An embodiment of the invention may further comprise an electric
motor mounted within the suction base body such that a portion of
the electric motor sits within an annular opening in a rear wheel,
a brush roll mounted within the brush roll cavity, a brush roll
gear operatively associated with the brush roll, a drive gear
affixed to a rotating shaft of the electric motor, a drive belt
that runs from the drive gear attached to the electric motor to the
brush roll gear to cause the brush roll to rotate, wherein the
drive belt resides outside of the suction base body and at least a
portion of the drive belt is covered by the right base support.

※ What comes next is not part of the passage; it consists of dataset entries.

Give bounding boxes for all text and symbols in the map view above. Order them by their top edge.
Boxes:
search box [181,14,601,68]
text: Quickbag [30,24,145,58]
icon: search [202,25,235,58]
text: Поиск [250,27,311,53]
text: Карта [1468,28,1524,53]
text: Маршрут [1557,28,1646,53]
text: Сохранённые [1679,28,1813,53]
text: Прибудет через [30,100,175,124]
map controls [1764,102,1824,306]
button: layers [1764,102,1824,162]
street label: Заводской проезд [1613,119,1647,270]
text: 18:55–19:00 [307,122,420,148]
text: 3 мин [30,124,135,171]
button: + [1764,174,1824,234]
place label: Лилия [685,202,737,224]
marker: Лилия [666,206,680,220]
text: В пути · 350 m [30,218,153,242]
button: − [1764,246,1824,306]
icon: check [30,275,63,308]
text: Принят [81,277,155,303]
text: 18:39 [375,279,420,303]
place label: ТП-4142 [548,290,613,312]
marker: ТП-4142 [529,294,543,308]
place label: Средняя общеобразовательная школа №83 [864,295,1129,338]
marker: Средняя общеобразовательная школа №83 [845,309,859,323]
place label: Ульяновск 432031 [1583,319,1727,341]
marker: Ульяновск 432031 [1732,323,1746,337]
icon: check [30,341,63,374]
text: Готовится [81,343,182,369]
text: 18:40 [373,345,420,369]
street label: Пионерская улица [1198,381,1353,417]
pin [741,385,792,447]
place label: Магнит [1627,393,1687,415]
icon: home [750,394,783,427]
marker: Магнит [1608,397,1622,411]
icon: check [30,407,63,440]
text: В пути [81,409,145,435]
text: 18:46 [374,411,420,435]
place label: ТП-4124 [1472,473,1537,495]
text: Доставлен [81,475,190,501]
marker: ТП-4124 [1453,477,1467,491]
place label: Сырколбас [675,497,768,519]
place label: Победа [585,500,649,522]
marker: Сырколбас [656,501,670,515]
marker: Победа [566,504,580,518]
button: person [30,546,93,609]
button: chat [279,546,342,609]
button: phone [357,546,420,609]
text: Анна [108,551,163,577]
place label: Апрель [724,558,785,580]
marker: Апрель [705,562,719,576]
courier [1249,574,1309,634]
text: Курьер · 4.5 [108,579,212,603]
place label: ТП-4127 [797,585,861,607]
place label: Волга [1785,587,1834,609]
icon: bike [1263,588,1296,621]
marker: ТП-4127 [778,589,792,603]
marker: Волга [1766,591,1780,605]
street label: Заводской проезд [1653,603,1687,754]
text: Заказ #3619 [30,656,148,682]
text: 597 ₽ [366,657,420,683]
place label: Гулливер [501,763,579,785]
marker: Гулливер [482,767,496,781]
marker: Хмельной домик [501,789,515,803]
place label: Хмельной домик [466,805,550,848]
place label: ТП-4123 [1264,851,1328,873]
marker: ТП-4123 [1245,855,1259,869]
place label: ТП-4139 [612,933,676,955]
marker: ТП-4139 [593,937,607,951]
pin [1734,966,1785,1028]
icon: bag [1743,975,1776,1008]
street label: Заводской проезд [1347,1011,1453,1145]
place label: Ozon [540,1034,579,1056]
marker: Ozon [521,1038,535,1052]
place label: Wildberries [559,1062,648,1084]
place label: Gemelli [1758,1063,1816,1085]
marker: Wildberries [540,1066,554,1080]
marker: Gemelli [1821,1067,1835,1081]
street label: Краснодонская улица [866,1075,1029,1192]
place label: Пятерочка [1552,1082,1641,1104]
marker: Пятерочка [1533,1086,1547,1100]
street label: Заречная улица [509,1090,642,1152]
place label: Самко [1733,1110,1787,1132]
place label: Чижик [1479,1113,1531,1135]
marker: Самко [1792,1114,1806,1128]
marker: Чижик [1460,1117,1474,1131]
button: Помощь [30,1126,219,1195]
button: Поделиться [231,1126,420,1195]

An embodiment of the invention may further comprise a rear body
cover attached to a lower suction base housing of the suction base
body, and covers the electric motor, wherein the rear body cover
has one or more openings to vent warm air from the inside of the
suction base body.
An embodiment of the invention may further comprise a controller
PCB mounted within the suction base body that is electrically
connected and transmits power to the electric motor; and a
micro-switch 109 mounted within the suction base body that is
electrically connected to the PCB over an electrical path, wherein
the micro-switch 109 has an actuator positioned to engage a
corresponding face of the swivel joint housing, such that the face
of the swivel joint housing triggers the micro-switch actuator to
signal the PCB over the electrical path to interrupt the
transmission of power to the electric motor, when the swivel joint
is in the fully upright position.
An embodiment of the invention may further comprise annular
openings in the rotary swivel coupling and the rotary hose bracket,
wherein the openings are aligned to allow wiring from the PCB to
run alongside the air path.
Another embodiment of the invention may comprise a low-profile
suction base unit having a reduced profile swivel joint comprising
a suction base body, a left base support operatively associated
with the suction base body, such that there is a viewing opening
between a portion of the left base support and a portion of the
suction base body, a right base support operatively associated with
the suction base body, such that there is a viewing opening between
a portion of the left base support and a portion of the suction
base body, and a swivel joint housing and a rotary swivel coupling
operatively associated with an upright main housing and the suction
base unit, wherein the swivel joint causes the suction base unit to
pivot left when the upright main housing is tilted left and the
suction base unit to pivot right when the upright main housing is
tilted right, while allowing a user to view a surface being cleaned
through viewing openings.
An embodiment of the invention may further comprise two rear wheels
operatively associated with the suction base body, wherein the
height of the wheels is preferably no greater than 51/2 inches.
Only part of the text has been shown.